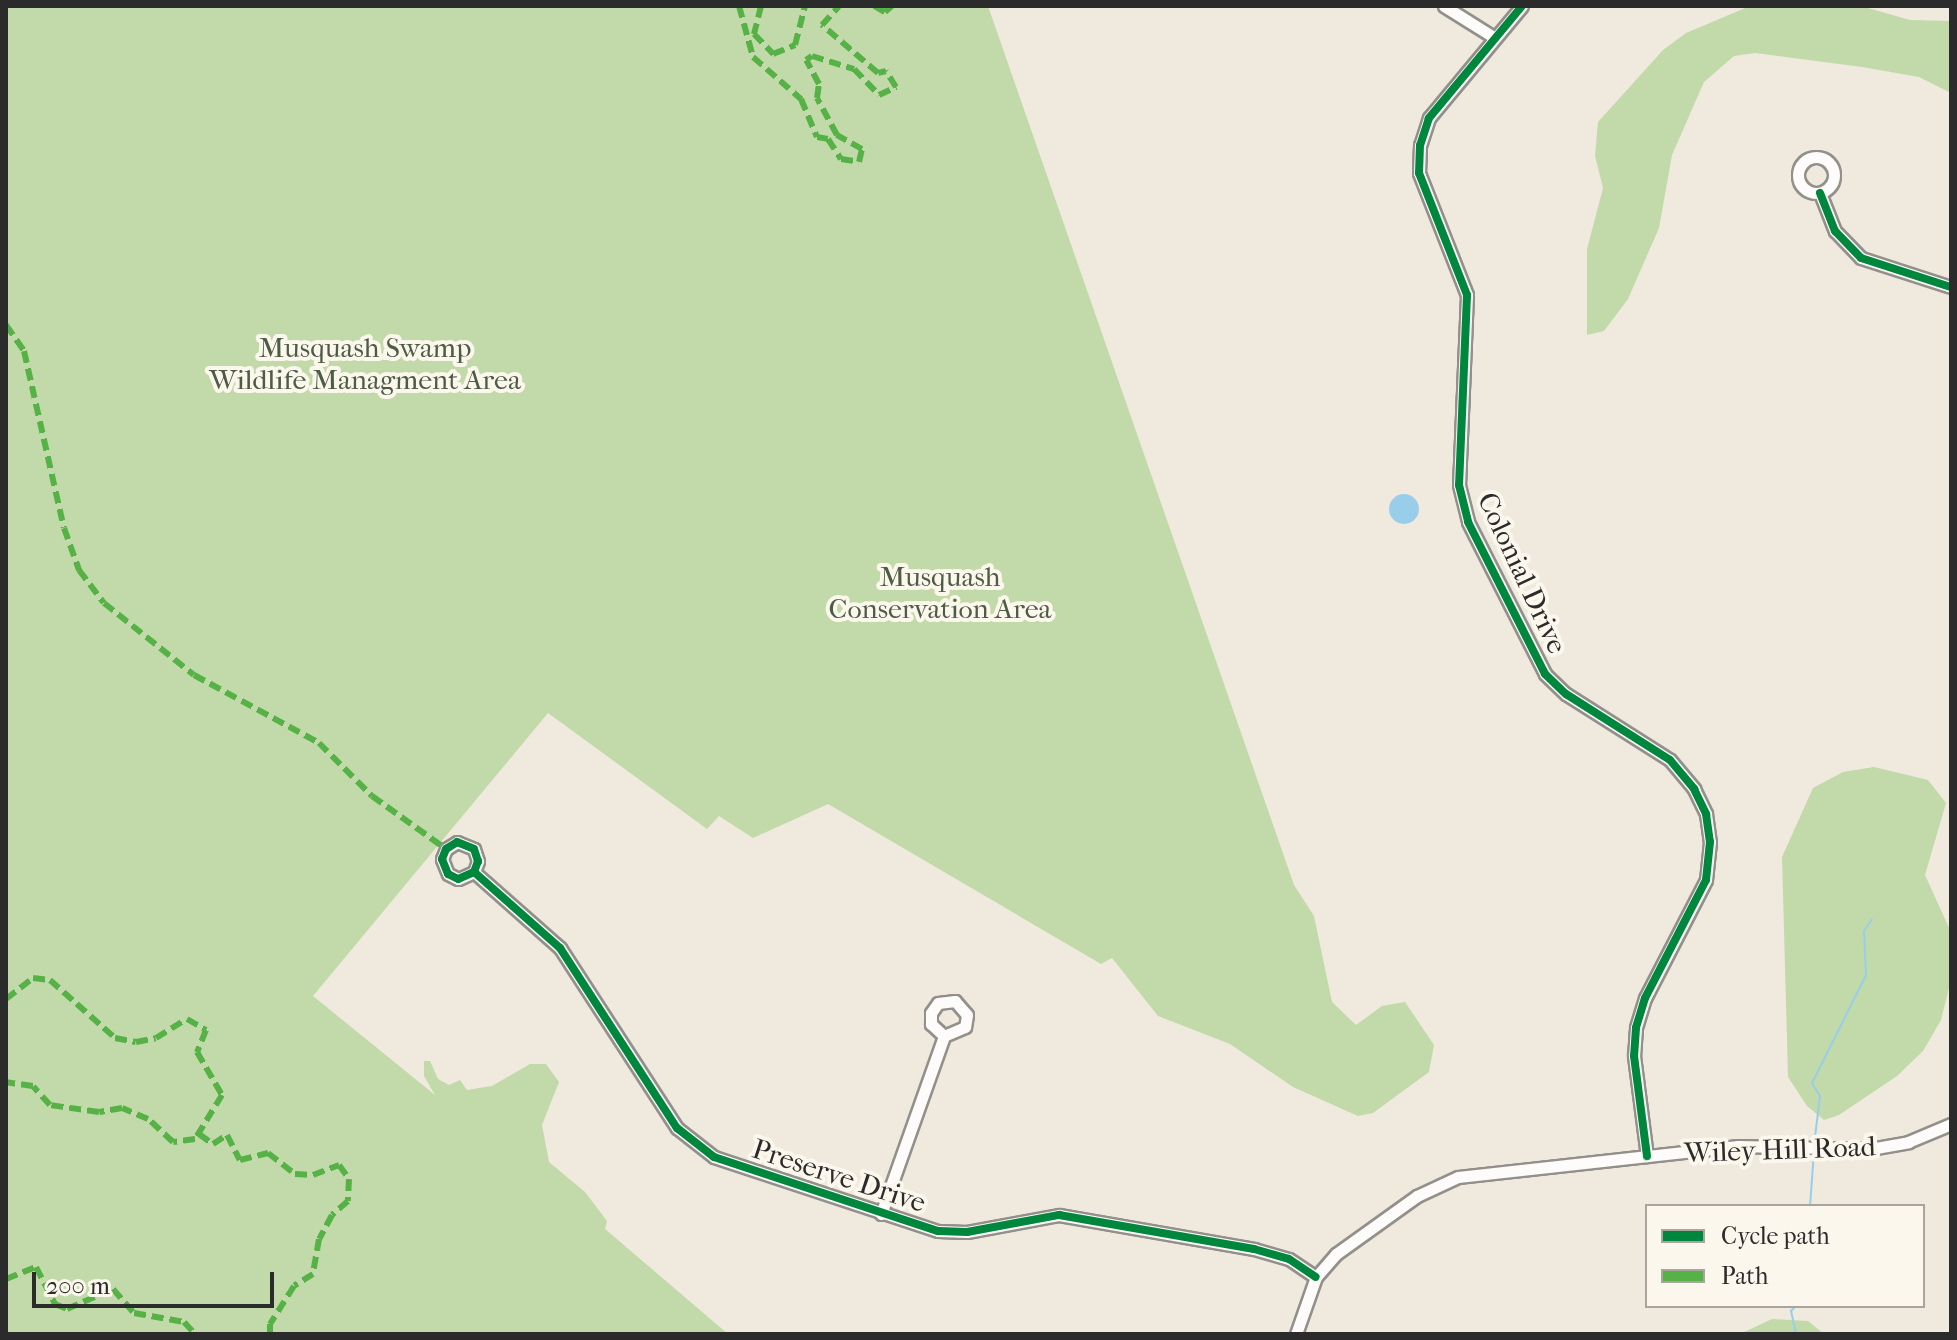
<!DOCTYPE html>
<style>
body{margin:0}
#map{position:relative;width:1957px;height:1340px;overflow:hidden;background:#efe9de;font-family:"IM FELL French Canon",serif}
div>[style]{position:absolute}
[style*='--x']{left:calc(var(--x)*1px);top:calc(var(--y)*1px);width:calc(var(--w)*1px);rotate:calc(var(--a)*1deg)}
.green>*{inset:0;background:#c2daa9}
.water>*{inset:0;background:#98cee9}
.round{border-radius:50%}
.stream>*{height:2px;margin:-1px;padding:0 1px;transform-origin:1px;border-radius:1px;background:#98cee9}
.roads{filter:drop-shadow(2px 0 #93908b) drop-shadow(-2px 0 #93908b) drop-shadow(0 2px #93908b) drop-shadow(0 -2px #93908b)}
.minor>*{height:11px;margin:-5.5px;padding:0 5.5px;transform-origin:5.5px;border-radius:5.5px;background:#fdfcfa}
.minor>.ring{margin:-5.5px;padding:0;box-sizing:content-box;background:none;border:11px solid #fdfcfa;border-radius:50%}
.quiet>*{height:6px;margin-top:-3px;transform-origin:0;background:repeating-linear-gradient(90deg,#56b246 0 12px,transparent 0 18px)}
.cycleway>*{height:8px;margin:-4px;padding:0 4px;transform-origin:4px;border-radius:4px;background:#00873e}
span{translate:-50% -50%;white-space:nowrap;text-align:center;line-height:1.15;-webkit-text-stroke:8px #fbf7ec;paint-order:stroke}
.park-label{font-size:28px;color:#4d5c44}
.street-label{font-size:28px;color:#2b2b2b}
.frame{position:absolute;inset:0;border:8px solid #2b2b2b;pointer-events:none}
.legend{position:absolute;left:1645px;top:1204px;width:280px;height:104px;box-sizing:border-box;background:#fbf7ec;border:2px solid #a8a59f;margin:0;padding:10px 14px;list-style:none;font-size:24px;color:#2b2b2b}
.legend li{display:flex;align-items:center;gap:16px;height:40px}
.legend b{width:40px;border:2px solid #a8a59f}
.scale{position:absolute;left:32px;top:1272px;width:242px;height:36px;box-sizing:border-box;border:4px solid #2b2b2b;border-top:0;padding-left:10px;font-size:24px;line-height:28px;white-space:nowrap;color:#2b2b2b;-webkit-text-stroke:6px #fbf7ec;paint-order:stroke}
</style>
<div id="map">
<div class="green">
<i style="clip-path:polygon(6px 6px,988px 6px,1294px 885px,1314px 916px,1332px 1002px,1356px 1025px,1382px 1006px,1405px 1002px,1434px 1045px,1429px 1072px,1373px 1113px,1358px 1116px,1293px 1087px,1230px 1044px,1158px 1016px,1112px 958px,1101px 964px,828px 804px,753px 838px,719px 816px,707px 829px,548px 713px,313px 996px,435px 1095px,424px 1076px,424px 1061px,430px 1061px,438px 1079px,449px 1085px,460px 1080px,467px 1090px,492px 1086px,530px 1064px,546px 1064px,559px 1082px,542px 1125px,549px 1162px,585px 1192px,607px 1221px,605px 1229px,728px 1334px,6px 1334px)"></i>
<i style="clip-path:polygon(1750px 6px,1861px 6px,1910px 20px,1951px 21px,1951px 93px,1919px 77px,1862px 67px,1755px 53px,1734px 56px,1704px 82px,1672px 155px,1659px 228px,1628px 299px,1604px 331px,1587px 335px,1587px 249px,1603px 188px,1595px 156px,1598px 122px,1663px 50px,1686px 33px)"></i>
<i style="clip-path:polygon(1874px 767px,1928px 780px,1946px 803px,1925px 875px,1951px 932px,1951px 980px,1941px 1020px,1923px 1051px,1897px 1076px,1839px 1115px,1824px 1120px,1807px 1106px,1788px 1077px,1782px 857px,1813px 788px,1843px 772px)"></i>
<i style="clip-path:polygon(1772px 1319px,1808px 1321px,1824px 1334px,1740px 1334px)"></i>
</div>
<div class="water">
<i class="round" style="left:1389px;top:494px;width:30px;height:30px"></i>
</div>
<div class="stream">
<i style="--x:1814;--y:1145;--w:49;--a:-83"></i>
<i style="--x:1820;--y:1096;--w:15;--a:-122"></i>
<i style="--x:1812;--y:1083;--w:121;--a:-63.4"></i>
<i style="--x:1866;--y:975;--w:44;--a:-92.6"></i>
<i style="--x:1864;--y:931;--w:14;--a:-56"></i>
<i style="--x:1810;--y:1206;--w:55;--a:-85.8"></i>
<i style="--x:1796;--y:1334;--w:24;--a:-102"></i>
<i style="--x:1791;--y:1311;--w:7;--a:-45"></i>
</div>
<div class="roads">
<div class="minor">
<i style="--x:1444;--y:6;--w:60;--a:32.1"></i>
<i style="--x:1522;--y:6;--w:146;--a:129.7"></i>
<i style="--x:1429;--y:118;--w:28;--a:108"></i>
<i style="--x:1420;--y:145;--w:28;--a:92"></i>
<i style="--x:1419;--y:173;--w:131;--a:68.5"></i>
<i style="--x:1467;--y:295;--w:190;--a:92.4"></i>
<i style="--x:1459;--y:485;--w:38;--a:76"></i>
<i style="--x:1468;--y:522;--w:170;--a:63.1"></i>
<i style="--x:1545;--y:674;--w:29;--a:44"></i>
<i style="--x:1566;--y:694;--w:123;--a:32.4"></i>
<i style="--x:1670;--y:760;--w:38;--a:50"></i>
<i style="--x:1694;--y:789;--w:28;--a:64"></i>
<i style="--x:1706;--y:814;--w:28;--a:82"></i>
<i style="--x:1710;--y:842;--w:38;--a:96"></i>
<i style="--x:1706;--y:880;--w:133;--a:117.3"></i>
<i style="--x:1645;--y:998;--w:31;--a:107"></i>
<i style="--x:1636;--y:1028;--w:28;--a:94"></i>
<i style="--x:1634;--y:1056;--w:101;--a:82.6"></i>
<i class="ring" style="left:1798px;top:157px;width:25px;height:25px"></i>
<i style="--x:1820;--y:193;--w:41;--a:68.5"></i>
<i style="--x:1835;--y:231;--w:37;--a:46"></i>
<i style="--x:1861;--y:258;--w:95;--a:17.9"></i>
<i style="--x:474;--y:872;--w:17;--a:156"></i>
<i style="--x:458;--y:879;--w:11;--a:-153"></i>
<i style="--x:448;--y:874;--w:16;--a:-112"></i>
<i style="--x:442;--y:859;--w:11;--a:-68"></i>
<i style="--x:446;--y:849;--w:13;--a:-32"></i>
<i style="--x:457;--y:842;--w:18;--a:22"></i>
<i style="--x:474;--y:849;--w:13;--a:72"></i>
<i style="--x:478;--y:861;--w:12;--a:110"></i>
<i style="--x:474;--y:872;--w:115;--a:41.5"></i>
<i style="--x:560;--y:948;--w:215;--a:57"></i>
<i style="--x:677;--y:1128;--w:47;--a:38.1"></i>
<i style="--x:714;--y:1157;--w:236;--a:18.3"></i>
<i style="--x:938;--y:1231;--w:29;--a:2"></i>
<i style="--x:967;--y:1232;--w:94;--a:-10.5"></i>
<i style="--x:1059;--y:1215;--w:198;--a:9.9"></i>
<i style="--x:1254;--y:1249;--w:36;--a:16"></i>
<i style="--x:1289;--y:1259;--w:32;--a:34"></i>
<i style="--x:881;--y:1214;--w:189;--a:-70.5"></i>
<i style="--x:944;--y:1036;--w:18;--a:-137"></i>
<i style="--x:931;--y:1024;--w:11;--a:-90"></i>
<i style="--x:931;--y:1013;--w:12;--a:-55"></i>
<i style="--x:938;--y:1003;--w:17;--a:-7"></i>
<i style="--x:955;--y:1001;--w:18;--a:49"></i>
<i style="--x:967;--y:1015;--w:12;--a:99"></i>
<i style="--x:965;--y:1027;--w:23;--a:157"></i>
<i style="--x:1296;--y:1334;--w:60;--a:-70.7"></i>
<i style="--x:1316;--y:1277;--w:30;--a:-49"></i>
<i style="--x:1336;--y:1254;--w:100;--a:-35.6"></i>
<i style="--x:1417;--y:1196;--w:45;--a:-24.9"></i>
<i style="--x:1458;--y:1177;--w:282;--a:-6.3"></i>
<i style="--x:1738;--y:1146;--w:132;--a:1.3"></i>
<i style="--x:1870;--y:1149;--w:39;--a:-10"></i>
<i style="--x:1908;--y:1142;--w:47;--a:-22.7"></i>
</div>
</div>
<div class="quiet">
<i style="--x:739;--y:6;--w:53;--a:74.6"></i>
<i style="--x:753;--y:57;--w:64;--a:41.2"></i>
<i style="--x:801;--y:99;--w:41;--a:67.2"></i>
<i style="--x:817;--y:137;--w:11;--a:10"></i>
<i style="--x:828;--y:139;--w:24;--a:57"></i>
<i style="--x:841;--y:159;--w:18;--a:9"></i>
<i style="--x:859;--y:162;--w:13;--a:-77"></i>
<i style="--x:862;--y:149;--w:29;--a:-151"></i>
<i style="--x:837;--y:135;--w:42;--a:-118.4"></i>
<i style="--x:817;--y:98;--w:14;--a:-82"></i>
<i style="--x:819;--y:84;--w:27;--a:-118"></i>
<i style="--x:806;--y:60;--w:7;--a:-34"></i>
<i style="--x:812;--y:56;--w:44;--a:17.2"></i>
<i style="--x:854;--y:69;--w:36;--a:46"></i>
<i style="--x:879;--y:95;--w:19;--a:-25"></i>
<i style="--x:896;--y:87;--w:19;--a:-122"></i>
<i style="--x:886;--y:71;--w:8;--a:166"></i>
<i style="--x:878;--y:73;--w:74;--a:-139.4"></i>
<i style="--x:822;--y:25;--w:25;--a:-48"></i>
<i style="--x:761;--y:6;--w:29;--a:104"></i>
<i style="--x:754;--y:34;--w:28;--a:46"></i>
<i style="--x:773;--y:54;--w:24;--a:-22"></i>
<i style="--x:795;--y:45;--w:40;--a:-75.6"></i>
<i style="--x:874;--y:6;--w:13;--a:29"></i>
<i style="--x:885;--y:12;--w:9;--a:-41"></i>
<i style="--x:6;--y:325;--w:32;--a:55"></i>
<i style="--x:24;--y:351;--w:181;--a:77.3"></i>
<i style="--x:64;--y:528;--w:45;--a:70.3"></i>
<i style="--x:79;--y:570;--w:41;--a:52.9"></i>
<i style="--x:104;--y:603;--w:115;--a:38.7"></i>
<i style="--x:194;--y:675;--w:142;--a:28.5"></i>
<i style="--x:319;--y:743;--w:75;--a:45"></i>
<i style="--x:372;--y:796;--w:91;--a:35.6"></i>
<i style="--x:6;--y:999;--w:34;--a:-38"></i>
<i style="--x:33;--y:978;--w:17;--a:7"></i>
<i style="--x:50;--y:980;--w:87;--a:41.7"></i>
<i style="--x:115;--y:1038;--w:21;--a:11"></i>
<i style="--x:136;--y:1042;--w:20;--a:-11"></i>
<i style="--x:156;--y:1038;--w:36;--a:-32"></i>
<i style="--x:187;--y:1019;--w:22;--a:30"></i>
<i style="--x:206;--y:1030;--w:24;--a:112"></i>
<i style="--x:197;--y:1052;--w:50;--a:59.8"></i>
<i style="--x:222;--y:1095;--w:52;--a:121.5"></i>
<i style="--x:195;--y:1139;--w:22;--a:172"></i>
<i style="--x:173;--y:1142;--w:34;--a:-137"></i>
<i style="--x:148;--y:1119;--w:28;--a:-157"></i>
<i style="--x:122;--y:1108;--w:23;--a:170"></i>
<i style="--x:99;--y:1112;--w:49;--a:-171.9"></i>
<i style="--x:50;--y:1105;--w:25;--a:-132"></i>
<i style="--x:33;--y:1086;--w:27;--a:-172"></i>
<i style="--x:199;--y:1134;--w:17;--a:36"></i>
<i style="--x:213;--y:1144;--w:17;--a:-33"></i>
<i style="--x:227;--y:1135;--w:28;--a:63"></i>
<i style="--x:240;--y:1160;--w:29;--a:-14"></i>
<i style="--x:268;--y:1153;--w:34;--a:38"></i>
<i style="--x:295;--y:1174;--w:18;--a:3"></i>
<i style="--x:313;--y:1175;--w:28;--a:-21"></i>
<i style="--x:339;--y:1165;--w:17;--a:54"></i>
<i style="--x:349;--y:1179;--w:22;--a:93"></i>
<i style="--x:348;--y:1201;--w:21;--a:139"></i>
<i style="--x:332;--y:1215;--w:27;--a:118"></i>
<i style="--x:319;--y:1239;--w:36;--a:100"></i>
<i style="--x:313;--y:1274;--w:22;--a:148"></i>
<i style="--x:294;--y:1286;--w:45;--a:122.3"></i>
<i style="--x:270;--y:1324;--w:10;--a:90"></i>
<i style="--x:6;--y:1279;--w:32;--a:-22"></i>
<i style="--x:36;--y:1267;--w:42;--a:62.8"></i>
<i style="--x:55;--y:1304;--w:13;--a:23"></i>
<i style="--x:67;--y:1309;--w:50;--a:-23.5"></i>
<i style="--x:113;--y:1289;--w:32;--a:49"></i>
<i style="--x:134;--y:1313;--w:51;--a:10.2"></i>
<i style="--x:184;--y:1322;--w:16;--a:47"></i>
</div>
<div class="cycleway">
<i style="--x:1522;--y:6;--w:146;--a:129.7"></i>
<i style="--x:1429;--y:118;--w:28;--a:108"></i>
<i style="--x:1420;--y:145;--w:28;--a:92"></i>
<i style="--x:1419;--y:173;--w:131;--a:68.5"></i>
<i style="--x:1467;--y:295;--w:190;--a:92.4"></i>
<i style="--x:1459;--y:485;--w:38;--a:76"></i>
<i style="--x:1468;--y:522;--w:170;--a:63.1"></i>
<i style="--x:1545;--y:674;--w:29;--a:44"></i>
<i style="--x:1566;--y:694;--w:123;--a:32.4"></i>
<i style="--x:1670;--y:760;--w:38;--a:50"></i>
<i style="--x:1694;--y:789;--w:28;--a:64"></i>
<i style="--x:1706;--y:814;--w:28;--a:82"></i>
<i style="--x:1710;--y:842;--w:38;--a:96"></i>
<i style="--x:1706;--y:880;--w:133;--a:117.3"></i>
<i style="--x:1645;--y:998;--w:31;--a:107"></i>
<i style="--x:1636;--y:1028;--w:28;--a:94"></i>
<i style="--x:1634;--y:1056;--w:101;--a:82.6"></i>
<i style="--x:1820;--y:193;--w:41;--a:68.5"></i>
<i style="--x:1835;--y:231;--w:37;--a:46"></i>
<i style="--x:1861;--y:258;--w:95;--a:17.9"></i>
<i style="--x:474;--y:872;--w:17;--a:156"></i>
<i style="--x:458;--y:879;--w:11;--a:-153"></i>
<i style="--x:448;--y:874;--w:16;--a:-112"></i>
<i style="--x:442;--y:859;--w:11;--a:-68"></i>
<i style="--x:446;--y:849;--w:13;--a:-32"></i>
<i style="--x:457;--y:842;--w:18;--a:22"></i>
<i style="--x:474;--y:849;--w:13;--a:72"></i>
<i style="--x:478;--y:861;--w:12;--a:110"></i>
<i style="--x:474;--y:872;--w:115;--a:41.5"></i>
<i style="--x:560;--y:948;--w:215;--a:57"></i>
<i style="--x:677;--y:1128;--w:47;--a:38.1"></i>
<i style="--x:714;--y:1157;--w:236;--a:18.3"></i>
<i style="--x:938;--y:1231;--w:29;--a:2"></i>
<i style="--x:967;--y:1232;--w:94;--a:-10.5"></i>
<i style="--x:1059;--y:1215;--w:198;--a:9.9"></i>
<i style="--x:1254;--y:1249;--w:36;--a:16"></i>
<i style="--x:1289;--y:1259;--w:32;--a:34"></i>
</div>
<div class="park-label">
<span style="left:365px;top:364px">Musquash Swamp<br>Wildlife Managment Area</span>
<span style="left:940px;top:593px">Musquash<br>Conservation Area</span>
</div>
<div class="street-label">
<span style="left:1522px;top:573px;rotate:65deg">Colonial Drive</span>
<span style="left:1780px;top:1150px;rotate:-2deg">Wiley Hill Road</span>
<span style="left:839px;top:1176px;rotate:18deg">Preserve Drive</span>
</div>
<div class="frame"></div>
<ul class="legend">
<li><b style="height:10px;background:#00873e"></b>Cycle path</li>
<li><b style="height:10px;background:#56b246"></b>Path</li>
</ul>
<div class="scale">200 m</div>
</div>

WORK TO COMPLETE -> From the entries above, collect every line with the string "sizing" in it.

RESPONSE TO THIS TASK ->
.minor>.ring{margin:-5.5px;padding:0;box-sizing:content-box;background:none;border:11px solid #fdfcfa;border-radius:50%}
.legend{position:absolute;left:1645px;top:1204px;width:280px;height:104px;box-sizing:border-box;background:#fbf7ec;border:2px solid #a8a59f;margin:0;padding:10px 14px;list-style:none;font-size:24px;color:#2b2b2b}
.scale{position:absolute;left:32px;top:1272px;width:242px;height:36px;box-sizing:border-box;border:4px solid #2b2b2b;border-top:0;padding-left:10px;font-size:24px;line-height:28px;white-space:nowrap;color:#2b2b2b;-webkit-text-stroke:6px #fbf7ec;paint-order:stroke}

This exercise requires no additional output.